>>

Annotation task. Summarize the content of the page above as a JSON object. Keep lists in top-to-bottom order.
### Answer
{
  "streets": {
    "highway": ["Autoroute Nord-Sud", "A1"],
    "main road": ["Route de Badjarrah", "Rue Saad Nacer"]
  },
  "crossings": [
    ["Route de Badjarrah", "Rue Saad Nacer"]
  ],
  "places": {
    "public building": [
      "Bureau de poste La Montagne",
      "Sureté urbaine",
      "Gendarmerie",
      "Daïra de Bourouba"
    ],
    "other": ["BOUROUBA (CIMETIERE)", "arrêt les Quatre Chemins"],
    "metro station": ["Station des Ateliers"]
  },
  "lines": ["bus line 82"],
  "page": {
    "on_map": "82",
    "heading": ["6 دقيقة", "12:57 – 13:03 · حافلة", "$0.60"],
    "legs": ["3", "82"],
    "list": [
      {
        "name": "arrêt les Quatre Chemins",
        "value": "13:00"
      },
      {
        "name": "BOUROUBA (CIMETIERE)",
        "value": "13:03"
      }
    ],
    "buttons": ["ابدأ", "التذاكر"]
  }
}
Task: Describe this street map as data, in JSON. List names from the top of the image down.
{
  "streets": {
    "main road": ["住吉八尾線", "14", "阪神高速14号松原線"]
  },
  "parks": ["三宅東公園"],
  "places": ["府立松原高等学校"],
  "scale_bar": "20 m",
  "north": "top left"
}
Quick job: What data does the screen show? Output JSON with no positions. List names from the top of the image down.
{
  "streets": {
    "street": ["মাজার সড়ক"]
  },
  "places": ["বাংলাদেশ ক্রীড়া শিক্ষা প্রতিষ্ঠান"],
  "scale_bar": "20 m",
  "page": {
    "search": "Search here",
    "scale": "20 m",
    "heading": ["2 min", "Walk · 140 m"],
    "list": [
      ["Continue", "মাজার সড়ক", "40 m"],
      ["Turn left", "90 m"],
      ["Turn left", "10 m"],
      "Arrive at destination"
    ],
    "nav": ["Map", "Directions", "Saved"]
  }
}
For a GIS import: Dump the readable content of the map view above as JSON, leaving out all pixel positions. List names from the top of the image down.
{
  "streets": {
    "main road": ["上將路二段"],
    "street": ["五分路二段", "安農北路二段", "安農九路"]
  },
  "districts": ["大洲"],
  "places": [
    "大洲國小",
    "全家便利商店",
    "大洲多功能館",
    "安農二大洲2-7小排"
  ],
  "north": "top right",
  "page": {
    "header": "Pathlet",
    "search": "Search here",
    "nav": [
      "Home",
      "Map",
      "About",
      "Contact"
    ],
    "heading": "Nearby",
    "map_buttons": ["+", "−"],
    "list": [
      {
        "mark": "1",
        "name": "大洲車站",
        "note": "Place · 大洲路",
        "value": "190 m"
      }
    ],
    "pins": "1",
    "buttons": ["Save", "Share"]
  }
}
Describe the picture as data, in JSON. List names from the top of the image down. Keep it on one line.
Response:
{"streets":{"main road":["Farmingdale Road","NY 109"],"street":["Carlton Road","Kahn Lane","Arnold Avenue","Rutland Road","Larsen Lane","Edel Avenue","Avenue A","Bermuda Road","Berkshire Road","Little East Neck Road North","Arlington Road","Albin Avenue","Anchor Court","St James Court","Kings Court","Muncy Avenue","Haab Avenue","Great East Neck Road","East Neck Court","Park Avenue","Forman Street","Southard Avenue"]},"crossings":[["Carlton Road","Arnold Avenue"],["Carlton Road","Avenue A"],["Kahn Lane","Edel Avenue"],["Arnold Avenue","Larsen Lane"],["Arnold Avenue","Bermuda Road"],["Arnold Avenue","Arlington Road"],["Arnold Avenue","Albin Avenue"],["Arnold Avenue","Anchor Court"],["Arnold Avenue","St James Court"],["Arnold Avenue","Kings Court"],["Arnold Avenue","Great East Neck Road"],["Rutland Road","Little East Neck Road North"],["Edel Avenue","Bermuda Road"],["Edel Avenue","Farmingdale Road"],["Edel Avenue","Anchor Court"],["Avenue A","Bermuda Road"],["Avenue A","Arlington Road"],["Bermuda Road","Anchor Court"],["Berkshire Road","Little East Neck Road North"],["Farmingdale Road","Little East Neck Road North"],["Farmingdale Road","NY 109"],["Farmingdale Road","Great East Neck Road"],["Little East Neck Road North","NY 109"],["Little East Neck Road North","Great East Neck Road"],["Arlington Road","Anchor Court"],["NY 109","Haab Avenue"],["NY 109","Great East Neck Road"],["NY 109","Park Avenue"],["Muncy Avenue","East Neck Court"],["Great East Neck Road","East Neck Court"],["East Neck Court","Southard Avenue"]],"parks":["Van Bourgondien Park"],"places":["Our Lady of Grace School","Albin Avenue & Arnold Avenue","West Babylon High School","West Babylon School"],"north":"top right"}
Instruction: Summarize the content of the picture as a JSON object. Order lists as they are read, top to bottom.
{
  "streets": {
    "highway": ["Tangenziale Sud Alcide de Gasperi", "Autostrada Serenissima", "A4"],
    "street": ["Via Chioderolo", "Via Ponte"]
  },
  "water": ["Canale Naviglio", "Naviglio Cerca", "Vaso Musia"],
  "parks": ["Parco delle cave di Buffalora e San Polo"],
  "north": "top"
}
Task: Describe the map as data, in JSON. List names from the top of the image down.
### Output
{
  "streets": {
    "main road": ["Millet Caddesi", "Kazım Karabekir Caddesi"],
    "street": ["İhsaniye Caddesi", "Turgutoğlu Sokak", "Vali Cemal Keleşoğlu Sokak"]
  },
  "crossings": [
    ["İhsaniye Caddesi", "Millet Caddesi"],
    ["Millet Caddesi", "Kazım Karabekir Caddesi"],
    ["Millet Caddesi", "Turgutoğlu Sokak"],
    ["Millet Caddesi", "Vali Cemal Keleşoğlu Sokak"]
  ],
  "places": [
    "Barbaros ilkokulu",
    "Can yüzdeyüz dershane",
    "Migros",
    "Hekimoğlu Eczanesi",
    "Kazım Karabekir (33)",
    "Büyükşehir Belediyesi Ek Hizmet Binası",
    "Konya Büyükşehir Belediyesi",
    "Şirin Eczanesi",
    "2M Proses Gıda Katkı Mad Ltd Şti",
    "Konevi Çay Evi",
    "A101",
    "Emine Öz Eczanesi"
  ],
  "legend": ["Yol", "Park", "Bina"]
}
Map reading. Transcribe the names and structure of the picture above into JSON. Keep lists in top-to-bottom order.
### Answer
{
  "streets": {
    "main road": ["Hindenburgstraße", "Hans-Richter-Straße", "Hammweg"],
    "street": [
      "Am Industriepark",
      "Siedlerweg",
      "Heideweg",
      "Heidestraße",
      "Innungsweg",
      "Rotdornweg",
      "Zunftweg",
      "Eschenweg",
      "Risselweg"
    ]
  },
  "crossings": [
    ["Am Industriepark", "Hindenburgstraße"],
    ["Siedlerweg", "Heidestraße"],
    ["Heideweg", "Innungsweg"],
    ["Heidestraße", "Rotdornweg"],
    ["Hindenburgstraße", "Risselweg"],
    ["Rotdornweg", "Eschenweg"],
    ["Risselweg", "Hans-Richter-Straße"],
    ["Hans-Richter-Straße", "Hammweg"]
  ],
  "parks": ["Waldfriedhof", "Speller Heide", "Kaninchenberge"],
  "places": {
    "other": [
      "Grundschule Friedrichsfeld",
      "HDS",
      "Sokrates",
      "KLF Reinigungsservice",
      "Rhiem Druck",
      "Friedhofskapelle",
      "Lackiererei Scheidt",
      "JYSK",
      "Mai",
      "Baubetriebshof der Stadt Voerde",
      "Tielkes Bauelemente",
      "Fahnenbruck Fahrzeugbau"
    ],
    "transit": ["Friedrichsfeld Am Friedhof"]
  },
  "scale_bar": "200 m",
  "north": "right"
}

<<

◆ **WORK TO BE COMPLETED**
Reproduce the listing above character for character.

◆ **ANSWER SPACE**
Annotation task. Summarize the content of the page above as a JSON object. Keep lists in top-to-bottom order.
### Answer
{
  "streets": {
    "highway": ["Autoroute Nord-Sud", "A1"],
    "main road": ["Route de Badjarrah", "Rue Saad Nacer"]
  },
  "crossings": [
    ["Route de Badjarrah", "Rue Saad Nacer"]
  ],
  "places": {
    "public building": [
      "Bureau de poste La Montagne",
      "Sureté urbaine",
      "Gendarmerie",
      "Daïra de Bourouba"
    ],
    "other": ["BOUROUBA (CIMETIERE)", "arrêt les Quatre Chemins"],
    "metro station": ["Station des Ateliers"]
  },
  "lines": ["bus line 82"],
  "page": {
    "on_map": "82",
    "heading": ["6 دقيقة", "12:57 – 13:03 · حافلة", "$0.60"],
    "legs": ["3", "82"],
    "list": [
      {
        "name": "arrêt les Quatre Chemins",
        "value": "13:00"
      },
      {
        "name": "BOUROUBA (CIMETIERE)",
        "value": "13:03"
      }
    ],
    "buttons": ["ابدأ", "التذاكر"]
  }
}
Task: Describe this street map as data, in JSON. List names from the top of the image down.
{
  "streets": {
    "main road": ["住吉八尾線", "14", "阪神高速14号松原線"]
  },
  "parks": ["三宅東公園"],
  "places": ["府立松原高等学校"],
  "scale_bar": "20 m",
  "north": "top left"
}
Quick job: What data does the screen show? Output JSON with no positions. List names from the top of the image down.
{
  "streets": {
    "street": ["মাজার সড়ক"]
  },
  "places": ["বাংলাদেশ ক্রীড়া শিক্ষা প্রতিষ্ঠান"],
  "scale_bar": "20 m",
  "page": {
    "search": "Search here",
    "scale": "20 m",
    "heading": ["2 min", "Walk · 140 m"],
    "list": [
      ["Continue", "মাজার সড়ক", "40 m"],
      ["Turn left", "90 m"],
      ["Turn left", "10 m"],
      "Arrive at destination"
    ],
    "nav": ["Map", "Directions", "Saved"]
  }
}
For a GIS import: Dump the readable content of the map view above as JSON, leaving out all pixel positions. List names from the top of the image down.
{
  "streets": {
    "main road": ["上將路二段"],
    "street": ["五分路二段", "安農北路二段", "安農九路"]
  },
  "districts": ["大洲"],
  "places": [
    "大洲國小",
    "全家便利商店",
    "大洲多功能館",
    "安農二大洲2-7小排"
  ],
  "north": "top right",
  "page": {
    "header": "Pathlet",
    "search": "Search here",
    "nav": [
      "Home",
      "Map",
      "About",
      "Contact"
    ],
    "heading": "Nearby",
    "map_buttons": ["+", "−"],
    "list": [
      {
        "mark": "1",
        "name": "大洲車站",
        "note": "Place · 大洲路",
        "value": "190 m"
      }
    ],
    "pins": "1",
    "buttons": ["Save", "Share"]
  }
}
Describe the picture as data, in JSON. List names from the top of the image down. Keep it on one line.
Response:
{"streets":{"main road":["Farmingdale Road","NY 109"],"street":["Carlton Road","Kahn Lane","Arnold Avenue","Rutland Road","Larsen Lane","Edel Avenue","Avenue A","Bermuda Road","Berkshire Road","Little East Neck Road North","Arlington Road","Albin Avenue","Anchor Court","St James Court","Kings Court","Muncy Avenue","Haab Avenue","Great East Neck Road","East Neck Court","Park Avenue","Forman Street","Southard Avenue"]},"crossings":[["Carlton Road","Arnold Avenue"],["Carlton Road","Avenue A"],["Kahn Lane","Edel Avenue"],["Arnold Avenue","Larsen Lane"],["Arnold Avenue","Bermuda Road"],["Arnold Avenue","Arlington Road"],["Arnold Avenue","Albin Avenue"],["Arnold Avenue","Anchor Court"],["Arnold Avenue","St James Court"],["Arnold Avenue","Kings Court"],["Arnold Avenue","Great East Neck Road"],["Rutland Road","Little East Neck Road North"],["Edel Avenue","Bermuda Road"],["Edel Avenue","Farmingdale Road"],["Edel Avenue","Anchor Court"],["Avenue A","Bermuda Road"],["Avenue A","Arlington Road"],["Bermuda Road","Anchor Court"],["Berkshire Road","Little East Neck Road North"],["Farmingdale Road","Little East Neck Road North"],["Farmingdale Road","NY 109"],["Farmingdale Road","Great East Neck Road"],["Little East Neck Road North","NY 109"],["Little East Neck Road North","Great East Neck Road"],["Arlington Road","Anchor Court"],["NY 109","Haab Avenue"],["NY 109","Great East Neck Road"],["NY 109","Park Avenue"],["Muncy Avenue","East Neck Court"],["Great East Neck Road","East Neck Court"],["East Neck Court","Southard Avenue"]],"parks":["Van Bourgondien Park"],"places":["Our Lady of Grace School","Albin Avenue & Arnold Avenue","West Babylon High School","West Babylon School"],"north":"top right"}
Instruction: Summarize the content of the picture as a JSON object. Order lists as they are read, top to bottom.
{
  "streets": {
    "highway": ["Tangenziale Sud Alcide de Gasperi", "Autostrada Serenissima", "A4"],
    "street": ["Via Chioderolo", "Via Ponte"]
  },
  "water": ["Canale Naviglio", "Naviglio Cerca", "Vaso Musia"],
  "parks": ["Parco delle cave di Buffalora e San Polo"],
  "north": "top"
}
Task: Describe the map as data, in JSON. List names from the top of the image down.
### Output
{
  "streets": {
    "main road": ["Millet Caddesi", "Kazım Karabekir Caddesi"],
    "street": ["İhsaniye Caddesi", "Turgutoğlu Sokak", "Vali Cemal Keleşoğlu Sokak"]
  },
  "crossings": [
    ["İhsaniye Caddesi", "Millet Caddesi"],
    ["Millet Caddesi", "Kazım Karabekir Caddesi"],
    ["Millet Caddesi", "Turgutoğlu Sokak"],
    ["Millet Caddesi", "Vali Cemal Keleşoğlu Sokak"]
  ],
  "places": [
    "Barbaros ilkokulu",
    "Can yüzdeyüz dershane",
    "Migros",
    "Hekimoğlu Eczanesi",
    "Kazım Karabekir (33)",
    "Büyükşehir Belediyesi Ek Hizmet Binası",
    "Konya Büyükşehir Belediyesi",
    "Şirin Eczanesi",
    "2M Proses Gıda Katkı Mad Ltd Şti",
    "Konevi Çay Evi",
    "A101",
    "Emine Öz Eczanesi"
  ],
  "legend": ["Yol", "Park", "Bina"]
}
Map reading. Transcribe the names and structure of the picture above into JSON. Keep lists in top-to-bottom order.
### Answer
{
  "streets": {
    "main road": ["Hindenburgstraße", "Hans-Richter-Straße", "Hammweg"],
    "street": [
      "Am Industriepark",
      "Siedlerweg",
      "Heideweg",
      "Heidestraße",
      "Innungsweg",
      "Rotdornweg",
      "Zunftweg",
      "Eschenweg",
      "Risselweg"
    ]
  },
  "crossings": [
    ["Am Industriepark", "Hindenburgstraße"],
    ["Siedlerweg", "Heidestraße"],
    ["Heideweg", "Innungsweg"],
    ["Heidestraße", "Rotdornweg"],
    ["Hindenburgstraße", "Risselweg"],
    ["Rotdornweg", "Eschenweg"],
    ["Risselweg", "Hans-Richter-Straße"],
    ["Hans-Richter-Straße", "Hammweg"]
  ],
  "parks": ["Waldfriedhof", "Speller Heide", "Kaninchenberge"],
  "places": {
    "other": [
      "Grundschule Friedrichsfeld",
      "HDS",
      "Sokrates",
      "KLF Reinigungsservice",
      "Rhiem Druck",
      "Friedhofskapelle",
      "Lackiererei Scheidt",
      "JYSK",
      "Mai",
      "Baubetriebshof der Stadt Voerde",
      "Tielkes Bauelemente",
      "Fahnenbruck Fahrzeugbau"
    ],
    "transit": ["Friedrichsfeld Am Friedhof"]
  },
  "scale_bar": "200 m",
  "north": "right"
}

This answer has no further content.